Ce mot japonais très particulier, difficilement traduisible en français, signifie « bosseur ». Revêtu d’une connotation positive et employé avec un immense respect, le terme désigne avant tout un travailleur acharné, qui peut tout aussi bien être le patron d’une grande entreprise qu’un de ses employés. En étant domicilié au Japon, je me suis rendu compte que je rencontrais tous les jours des hatarakimono. Le chauffeur de taxi, le caissier du supermarché ou la dame de l’ascenseur délivrent tous un service impeccable à la clientèle. Pourtant les Japonais, et moi avec, avons tendance à les croiser sans leur prêter la moindre attention.
Comment avez-vous sélectionné les travailleurs et réussi à les convaincre de prendre la pose vêtus de leur uniforme ? Avec audace ou en y mettant les formes ?
Tout est très codifié au Japon, donc la partie la plus longue et complexe du projet a été de récolter des autorisations. Les travailleurs n’ont pas été difficiles à trouver et ont accepté avec joie de poser. Mais il fallait obtenir l’aval de leur entreprise pour qu’ils libèrent leur employé quelques minutes, juste le temps que je le photographie de face et de profils. Shoko, avec qui j’ai réalisé l’ensemble de ce projet, a été admirable et m’a épaulé dans chacune de ces étapes. Nous travaillons ensemble comme les artistes Jeanne-Claude et Christo, et c’est elle qui a demandé et obtenu les autorisations, même celles que je croyais perdues d’avance, à l’instar du Ministère de la Sécurité Civile qui nous a autorisés à photographier les pompiers.
Les hatarakimono sont-ils encore nombreux au Japon ? Ne sont-ils pas menacés par les nouvelles technologies ?
Le chauffeur de taxi sera remplacé par une voiture sans chauffeur, le caissier sera obsolète face à une caisse automatique et le livreur deviendra peu à peu un drone. La disparition des hatarakimono est malheureusement inévitable.

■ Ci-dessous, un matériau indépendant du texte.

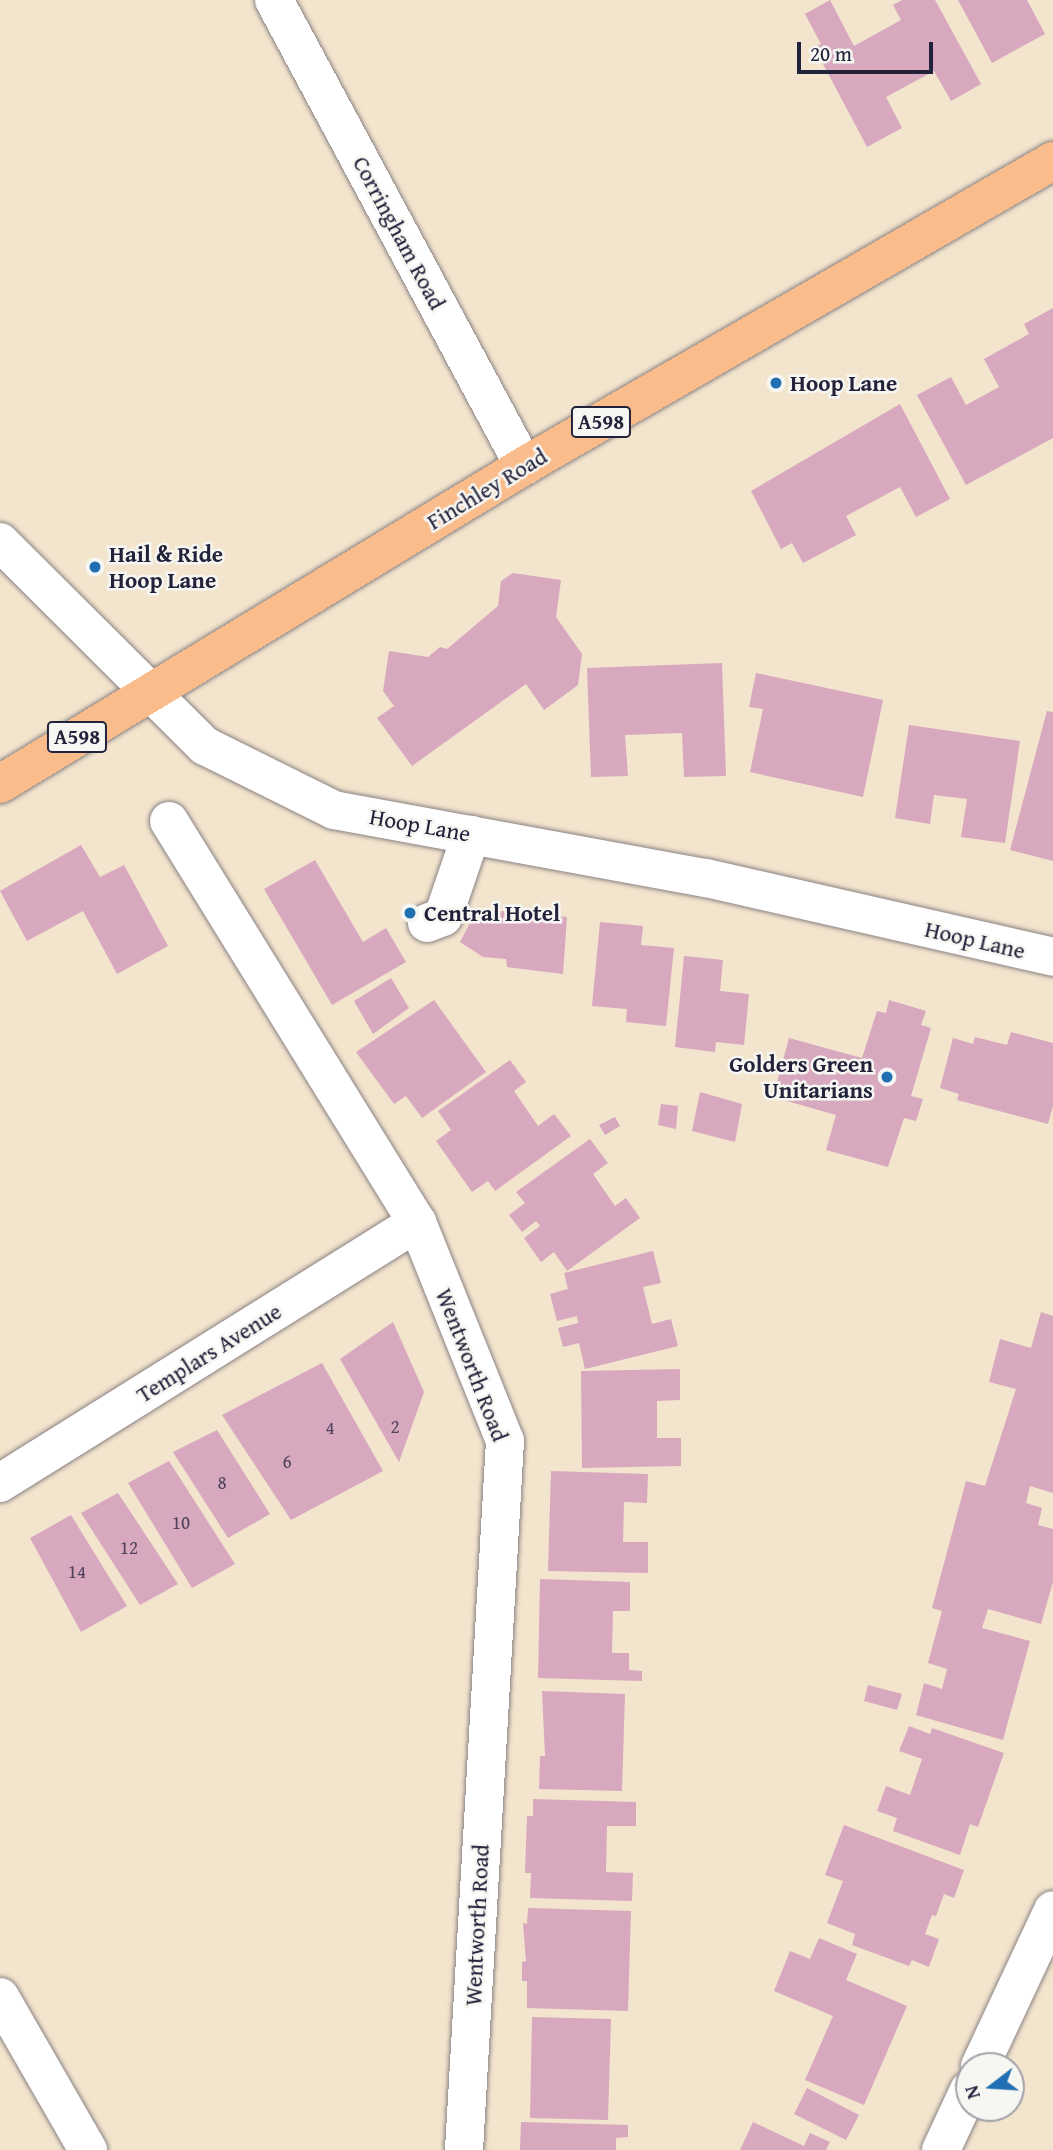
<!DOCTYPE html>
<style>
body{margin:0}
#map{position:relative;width:1053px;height:2150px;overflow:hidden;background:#f3e4cd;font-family:"Gentium Book Plus",serif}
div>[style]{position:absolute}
.building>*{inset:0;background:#d7a8be}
.roads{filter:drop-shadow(0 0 2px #8a8384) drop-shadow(0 0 2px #8a8384)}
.minor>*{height:38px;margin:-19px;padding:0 19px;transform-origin:19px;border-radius:19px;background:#fff}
.major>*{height:38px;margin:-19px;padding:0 19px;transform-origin:19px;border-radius:19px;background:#fabc8b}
.dots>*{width:19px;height:19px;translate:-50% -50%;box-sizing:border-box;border:4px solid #f6f6f2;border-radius:50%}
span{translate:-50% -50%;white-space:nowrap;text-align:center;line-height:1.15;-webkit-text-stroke:5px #f6f6f2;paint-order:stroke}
.number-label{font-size:19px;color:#4f445c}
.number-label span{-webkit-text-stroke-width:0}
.shield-label span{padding:2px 5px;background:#f6f6f2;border:2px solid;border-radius:5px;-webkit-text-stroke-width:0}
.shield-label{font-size:21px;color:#22223b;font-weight:700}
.street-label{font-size:23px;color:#22223b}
.poi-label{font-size:23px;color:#22223b;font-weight:700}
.left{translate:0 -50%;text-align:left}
.right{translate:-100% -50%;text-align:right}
.north{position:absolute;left:955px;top:2052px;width:70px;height:70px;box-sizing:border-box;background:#f6f6f2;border:2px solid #a1a1a9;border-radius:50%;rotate:253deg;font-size:19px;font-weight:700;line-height:28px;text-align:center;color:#22223b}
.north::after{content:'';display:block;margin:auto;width:24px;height:32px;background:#1f6fb2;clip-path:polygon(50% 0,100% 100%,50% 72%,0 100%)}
.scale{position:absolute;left:797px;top:42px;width:136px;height:32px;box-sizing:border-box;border:4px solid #22223b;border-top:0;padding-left:9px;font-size:21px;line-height:24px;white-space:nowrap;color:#22223b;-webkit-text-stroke:5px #f6f6f2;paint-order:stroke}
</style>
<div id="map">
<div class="building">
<i style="clip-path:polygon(830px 0,854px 46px,901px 20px,893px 5px,902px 0,935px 0,981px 84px,951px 101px,934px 71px,886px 97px,902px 128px,867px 147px,814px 47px,821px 44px,805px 14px)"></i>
<i style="clip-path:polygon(958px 0,1027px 0,1045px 34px,992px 63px)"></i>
<i style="clip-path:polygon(1053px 308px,1053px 438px,966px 485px,917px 395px,951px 377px,966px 405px,999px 387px,984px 359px,1029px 334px,1024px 324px)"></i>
<i style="clip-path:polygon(900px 404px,950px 499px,916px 517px,900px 487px,846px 516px,856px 535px,803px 563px,792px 543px,781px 549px,751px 491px)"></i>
<i style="clip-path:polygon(513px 573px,561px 580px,556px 617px,582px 654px,578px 685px,544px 710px,526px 684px,412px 766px,377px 718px,394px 706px,383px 691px,389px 651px,428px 657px,440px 647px,447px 649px,498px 606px,501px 581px)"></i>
<i style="clip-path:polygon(722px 663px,726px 776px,684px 777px,682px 733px,625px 735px,628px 776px,591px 777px,587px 668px)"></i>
<i style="clip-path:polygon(756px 673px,883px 700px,863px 797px,750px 772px,763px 709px,749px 707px)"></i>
<i style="clip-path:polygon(1047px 711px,1053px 712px,1053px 861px,1010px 850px)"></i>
<i style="clip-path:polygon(909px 725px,1020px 741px,1005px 843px,961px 837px,967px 799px,934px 795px,930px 824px,895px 818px)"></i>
<i style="clip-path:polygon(81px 845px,100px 877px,124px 865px,168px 946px,117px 974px,83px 911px,27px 941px,0 891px)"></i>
<i style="clip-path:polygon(315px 860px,363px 942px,386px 928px,406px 962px,332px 1005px,264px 889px)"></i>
<i style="clip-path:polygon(477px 909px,536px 914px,537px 910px,557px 909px,557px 916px,567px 917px,563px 974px,507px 967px,506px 959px,483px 957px,460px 942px)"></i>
<i style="clip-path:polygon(600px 922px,643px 926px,641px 945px,674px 948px,666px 1026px,626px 1022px,627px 1009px,592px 1006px)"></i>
<i style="clip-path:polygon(684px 956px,723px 960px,720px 991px,749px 994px,744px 1045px,716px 1042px,715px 1052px,675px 1047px)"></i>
<i style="clip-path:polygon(391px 978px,409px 1008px,373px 1034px,354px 1001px)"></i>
<i style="clip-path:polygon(434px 1000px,486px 1072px,422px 1118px,406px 1096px,394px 1104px,356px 1052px)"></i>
<i style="clip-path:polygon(889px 1000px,926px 1011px,921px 1025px,931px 1028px,911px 1096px,923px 1099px,916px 1121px,904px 1118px,888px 1167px,826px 1150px,836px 1115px,773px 1097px,789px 1038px,862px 1058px,877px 1011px,886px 1013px)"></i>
<i style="clip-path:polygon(1011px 1032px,1053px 1043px,1053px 1106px,1048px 1124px,957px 1100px,959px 1094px,940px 1088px,953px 1038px,973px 1044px,975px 1037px,1007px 1045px)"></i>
<i style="clip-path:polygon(510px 1060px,526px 1082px,514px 1091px,538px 1126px,554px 1114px,571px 1136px,495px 1191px,488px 1181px,472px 1192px,436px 1141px,451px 1130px,438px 1111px)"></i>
<i style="clip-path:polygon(700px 1092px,742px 1104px,735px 1142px,692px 1131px)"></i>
<i style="clip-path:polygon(661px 1104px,678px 1106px,676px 1129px,658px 1125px)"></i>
<i style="clip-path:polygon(615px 1117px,620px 1126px,605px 1135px,599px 1125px)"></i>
<i style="clip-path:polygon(590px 1139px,608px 1163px,593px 1174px,615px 1206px,626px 1198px,640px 1218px,567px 1271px,554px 1252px,541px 1262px,524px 1238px,540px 1226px,536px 1221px,522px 1232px,509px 1215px,525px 1203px,516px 1192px)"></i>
<i style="clip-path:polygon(653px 1251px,661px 1283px,643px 1287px,652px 1324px,671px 1319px,678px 1346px,585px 1369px,579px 1343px,563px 1347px,558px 1328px,578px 1323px,577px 1316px,557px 1321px,550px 1294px,568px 1289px,564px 1273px)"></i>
<i style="clip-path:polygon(1041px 1312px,1053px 1316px,1053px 1493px,1030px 1486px,1026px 1503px,1042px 1508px,1038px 1525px,1053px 1529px,1053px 1582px,1041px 1624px,988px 1609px,982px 1628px,1030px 1641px,1003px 1740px,916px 1715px,924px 1683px,942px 1689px,947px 1669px,928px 1663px,942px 1611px,932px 1608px,966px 1481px,985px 1486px,1016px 1389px,989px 1382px,1000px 1339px,1031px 1348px)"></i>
<i style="clip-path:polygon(393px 1322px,424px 1392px,399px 1462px,340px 1359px)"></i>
<i style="clip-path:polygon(322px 1363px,383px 1471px,291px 1520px,222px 1415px)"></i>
<i style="clip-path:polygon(680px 1369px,680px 1400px,657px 1401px,657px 1438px,681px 1438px,681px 1466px,582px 1468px,581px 1371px)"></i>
<i style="clip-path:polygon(217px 1430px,270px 1514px,228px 1538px,173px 1452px)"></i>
<i style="clip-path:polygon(169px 1461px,235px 1564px,192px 1588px,128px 1483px)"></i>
<i style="clip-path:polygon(551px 1471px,648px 1474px,647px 1503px,624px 1502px,623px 1542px,648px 1542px,648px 1573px,548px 1571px)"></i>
<i style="clip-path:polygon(118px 1493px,178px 1584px,140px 1605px,81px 1513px)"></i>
<i style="clip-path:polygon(71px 1515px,127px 1606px,81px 1632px,30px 1538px)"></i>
<i style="clip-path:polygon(540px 1579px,630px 1582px,630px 1611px,613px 1611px,612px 1653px,629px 1653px,629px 1670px,642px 1671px,642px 1681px,538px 1678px)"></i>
<i style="clip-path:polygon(868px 1685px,902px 1694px,897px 1710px,864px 1701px)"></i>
<i style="clip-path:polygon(542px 1691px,625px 1694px,622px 1791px,539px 1789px,540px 1756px,545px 1756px)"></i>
<i style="clip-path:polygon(909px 1726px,930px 1734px,932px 1728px,1004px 1753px,978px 1827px,970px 1824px,960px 1855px,893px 1831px,897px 1818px,877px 1811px,886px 1786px,910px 1795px,922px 1759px,899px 1751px)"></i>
<i style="clip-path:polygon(533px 1799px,636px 1802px,636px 1826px,607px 1826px,606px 1872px,633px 1873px,632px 1901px,530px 1898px,531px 1873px,525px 1873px,527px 1816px,533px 1816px)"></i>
<i style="clip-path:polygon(844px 1825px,964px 1870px,954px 1898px,944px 1894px,936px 1916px,932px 1915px,925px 1934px,939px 1939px,929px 1967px,912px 1960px,909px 1966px,852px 1945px,855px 1934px,827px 1923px,843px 1881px,825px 1875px)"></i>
<i style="clip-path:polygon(528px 1908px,631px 1911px,628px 2011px,527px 2008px,527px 1981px,522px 1981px,522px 1962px,526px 1961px,523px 1923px,527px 1924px)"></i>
<i style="clip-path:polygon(819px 1938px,857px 1954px,846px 1980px,907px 2006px,864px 2105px,805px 2080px,833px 2016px,774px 1991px,790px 1951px,810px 1959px)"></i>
<i style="clip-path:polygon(532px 2017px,611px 2019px,608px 2120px,530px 2118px)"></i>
<i style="clip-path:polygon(807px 2088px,859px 2115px,846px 2140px,794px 2114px)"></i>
<i style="clip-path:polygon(521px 2122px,628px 2125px,628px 2137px,616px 2138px,616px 2150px,520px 2150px)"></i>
<i style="clip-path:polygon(753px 2122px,804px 2146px,810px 2133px,830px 2142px,826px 2150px,740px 2150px)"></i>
</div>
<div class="roads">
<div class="minor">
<i style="left:274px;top:0;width:529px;rotate:61.79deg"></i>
<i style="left:0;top:542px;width:289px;rotate:44.9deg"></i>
<i style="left:205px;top:746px;width:144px;rotate:26.4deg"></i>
<i style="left:334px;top:810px;width:378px;rotate:10.4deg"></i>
<i style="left:706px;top:878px;width:356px;rotate:12.8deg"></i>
<i style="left:169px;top:821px;width:471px;rotate:58.3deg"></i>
<i style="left:417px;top:1222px;width:236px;rotate:68.1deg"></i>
<i style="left:505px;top:1441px;width:710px;rotate:93.31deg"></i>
<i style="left:427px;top:923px;width:17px;rotate:-21deg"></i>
<i style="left:443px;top:917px;width:87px;rotate:-71.1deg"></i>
<i style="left:0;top:1483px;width:492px;rotate:-32deg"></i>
<i style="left:0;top:1997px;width:177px;rotate:60.1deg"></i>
<i style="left:980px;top:2066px;width:172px;rotate:-64.9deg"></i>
<i style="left:941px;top:2150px;width:66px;rotate:-65deg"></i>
</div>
<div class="major">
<i style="left:0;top:784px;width:613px;rotate:-31.25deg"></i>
<i style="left:524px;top:466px;width:611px;rotate:-29.97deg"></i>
</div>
</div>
<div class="dots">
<i style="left:776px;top:383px;background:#1f6fb2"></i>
<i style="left:95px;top:567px;background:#1f6fb2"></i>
<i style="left:410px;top:913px;background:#1f6fb2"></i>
<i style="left:887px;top:1077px;background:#1f6fb2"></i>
</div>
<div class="number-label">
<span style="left:395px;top:1427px">2</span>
<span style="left:330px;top:1428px">4</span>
<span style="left:287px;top:1462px">6</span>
<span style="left:222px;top:1483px">8</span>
<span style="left:181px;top:1523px">10</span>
<span style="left:129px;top:1548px">12</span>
<span style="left:77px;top:1572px">14</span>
</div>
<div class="shield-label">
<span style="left:601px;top:422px">A598</span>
<span style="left:77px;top:737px">A598</span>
</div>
<div class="street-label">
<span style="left:399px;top:233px;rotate:62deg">Corringham Road</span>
<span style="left:487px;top:489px;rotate:-31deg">Finchley Road</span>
<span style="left:420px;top:825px;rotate:10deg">Hoop Lane</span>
<span style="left:975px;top:940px;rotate:13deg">Hoop Lane</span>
<span style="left:209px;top:1353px;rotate:-32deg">Templars Avenue</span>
<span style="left:472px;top:1365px;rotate:69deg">Wentworth Road</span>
<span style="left:477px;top:1925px;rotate:-87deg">Wentworth Road</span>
</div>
<div class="poi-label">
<span class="left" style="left:790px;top:383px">Hoop Lane</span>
<span class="left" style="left:109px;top:567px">Hail &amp; Ride<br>Hoop Lane</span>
<span class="left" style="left:424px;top:913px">Central Hotel</span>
<span class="right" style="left:873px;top:1077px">Golders Green<br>Unitarians</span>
</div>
<div class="north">N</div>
<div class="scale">20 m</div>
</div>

Ce sort est encore plus aggravé par le vieillissement de la société japonaise et une main d’œuvre non renouvelée, les jeunes n’aspirant plus à effectuer les métiers de service de leurs prédécesseurs. Avec Shoko, nous nous sommes même renseignés pour inscrire les hatarakimono auprès de l’UNESCO et assurer leur préservation, mais ils ne peuvent être classifiés en un seul groupe homogène selon les critères de l’institution. D’où l’urgence de réaliser les portraits de ces travailleurs, puis de les conserver pour les exposer dans le futur, dans 25 ans précisément.
Pourquoi attendre 25 ans ?
En 2042, le monde aura bien changé. Nous avons déjà choisi et contacté cinq musées pour présenter notre exposition : l’International Center of Photography de New-York, le British Museum à Londres, le musée Guimet à Paris, le New South Wales Art Gallery à Sydney et le musée Nezu à Tokyo. Ce processus fait partie intégrante de notre projet et nous comptons exposer les réponses des musées, seulement deux reçues à ce jour. Tandis que le musée australien ne comprend pas notre démarche, le musée anglais s’est excusé de ne pouvoir donner suite à notre requête, étant donné que le British Museum ne comporte pas de département photographique.
Pourriez-vous expliquer le processus de développement photographique néo-vintage mis au point par vos soins, la « Tape-O-Graphie » ?
Mon travail photographique s’inscrit dans le mouvement artistique Bricolage crée par l’artiste américain Tom Sachs. J’utilise pour cela des matériaux simples et des outils totalement amateurs, sans grande valeur. Muni de scotch et d’une petite imprimante pour le moins basique, j’imprime mes photographies sur lesquelles j’applique l’adhésif, avant de l’arracher et de contempler les effets des traces sur les impressions. Ce procédé manuel permet de donner un aspect unique à chaque tape-o-graphe grâce aux imperfections qui apparaissent au fil du développement.
Est-ce qu’il y a d’autres facettes de la culture japonaise qui vous intriguent au point de pouvoir vous inspirer ?
Le Projet Hatarakimono a été un travail de longue haleine de presque trois ans, dont deux ans de pures prises de vues et le développement. Nous allons d’abord nous accorder une pause bien méritée, avant d’envisager d’évoquer un thème qui nous interpelle particulièrement, l’utilisation du plastique au Japon. Le pays est tristement le second plus grand consommateur de plastique après les États-Unis, nous aimerions susciter une réflexion sur ce fléau.